This blog is dedicated

This blog is dedicated to Nancy, who gets it.

Pam Grier


And then God created Pam Grier. Does anyone else possess such female warrior power as this cinematic Amazon? And this girl has worked! Even in the 80's she did uncredited work in flicks such as Something Wicked This Way Comes (she plays the witch!), and she was Madonna's second choice (after Rosie) for the role of Mama Morton in a movie incarnation of Chicago that would have taken place in the mid-90's starring Madge herself.

"Long Time Woman" is featured on the Jackie Brown soundtrack, but originates from a grindhouse flick called The Big Doll House. The track is mono, and I was a little pissed off because I thought it originated from the Foxy Brown soundtrack. But now that I know it was true grindhouse, it makes the sound all the more authentic. We're talkin' reeeeal low-budget. Raw.


Ava Gardner


Ava Gardner is an interesting topic when it comes to the dubbing of female movie stars within Hollywood's studio system. Ava recorded her own vocals for MGM's splashy Technicolor remake of Jerome Kern & Oscar Hammerstein's Show Boat. The studio chiefs decided Ava was to be dubbed, and so she was by Annette Warren. Then when the soundtrack was released Ava's original vocals were reinstated so her name could be used to sell more vinyl.

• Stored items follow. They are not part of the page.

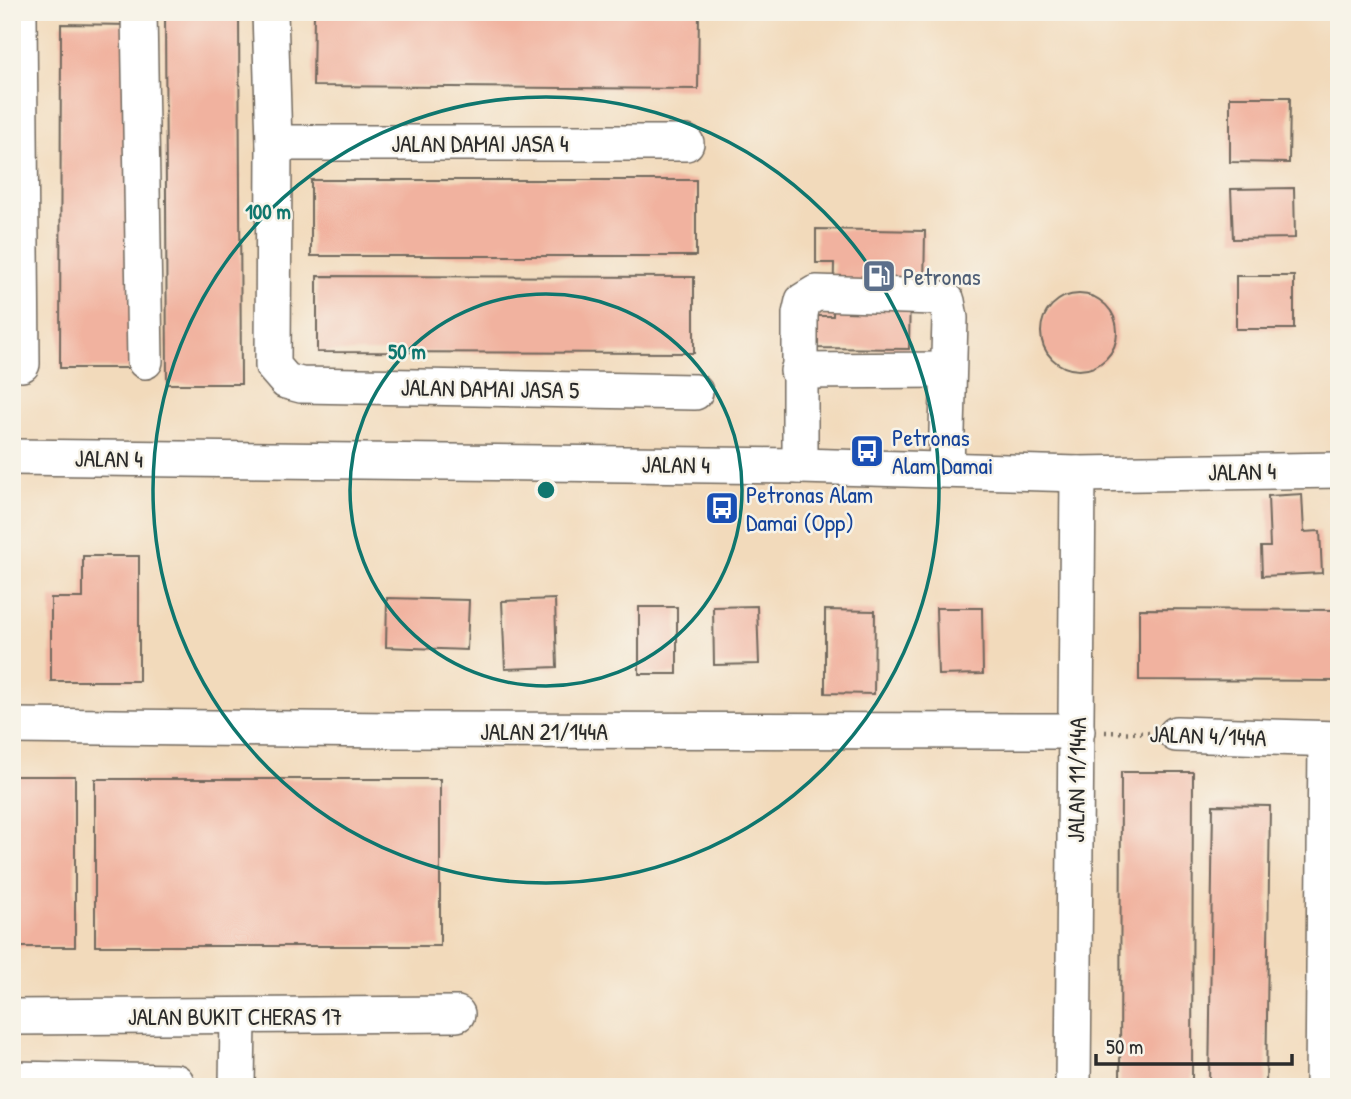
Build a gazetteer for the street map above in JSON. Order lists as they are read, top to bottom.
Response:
{
  "streets": {
    "street": [
      "JALAN DAMAI JASA 4",
      "JALAN DAMAI JASA 5",
      "JALAN 4",
      "JALAN 21/144A",
      "JALAN 4/144A",
      "JALAN 11/144A",
      "JALAN BUKIT CHERAS 17"
    ]
  },
  "crossings": [
    ["JALAN DAMAI JASA 4", "JALAN DAMAI JASA 5"],
    ["JALAN 4", "JALAN 11/144A"],
    ["JALAN 21/144A", "JALAN 4/144A"],
    ["JALAN 21/144A", "JALAN 11/144A"],
    ["JALAN 4/144A", "JALAN 11/144A"]
  ],
  "places": {
    "fuel station": ["Petronas"],
    "bus stop": ["Petronas Alam Damai", "Petronas Alam Damai (Opp)"]
  },
  "scale_bar": "50 m",
  "rings": ["100 m", "50 m"]
}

Here she sings in a non-musical: Pandora And The Flying Dutchman. "How Am I To Know?" has an exotic feel accompanied with clever-yet-soul-searching lyrics penned by Dorothy Parker(!).

Michelle Pfeiffer


The respective universes of Grease and Grease 2 collided when John Travolta and Michelle Pfeiffer filmed the family-friendly movie version of the Broadway musicalization of John Waters' Hairspray. Ms. Pfeiffer lacquers it on in the role Debbie Harry originated: Velma Von Tussle. Belting out "Miss Baltimore Crabs" to her teeny-bopper dancers as she teaches them to be tame tame tame (and prejudiced) for The Corny Collins Show, Ms. Von Tussle contaminates the air with layer upon layer of gloriously delusional self-worship.

Hugely reworked for the film, there is a line cut from the song that I miss: "Childhood dreams for me were scrapped when that damn Shirley Temple stole my friggin' act!"

Also, there's a weird rattlesnake sound effect that happens all through the song that reminds me of the death rattle you hear in Terror Train whenever somebody's killed. Freaky!

Tori Spelling


Trick, a time capsule of pre-9/11 New York, casts Tori Spelling as the consummate musical theater fag hag/jealous girl friend to cute cute cute Christian Campbell's young gay man growing his wings in NYC. Spelling's rendition of the movie's theme song "Enter You" really keeps me on edge. I just don't know if she's gonna make it through the song! But she does, screaming her way to the last note. Raw.

Diane Keaton



Diane Keaton officially became Hollywood's "It Girl" when Annie Hall was released in 1977. I'm old enough to remember the look that became all the rage. Her look. Love it or hate it, everyone was wearing it.

Ms. Keaton does sing. She was in the original cast of Hair, singing "Black Boys."  In Annie Hall she does a sweet rendition of "Seems Like Old Times," which I'm choosing for my compilation. The song, like the film, captures the nostalgia and longing a battered generation grew to have for an era long gone by. Later in another Woody Allen film Ms. Keaton would make a cameo as a nightclub singer singing "You'd Be So Nice To Come Home To." And when Franco Zeffirelli was approached to direct a film version of Evita he said he would do it on the condition that Diane Keaton would star.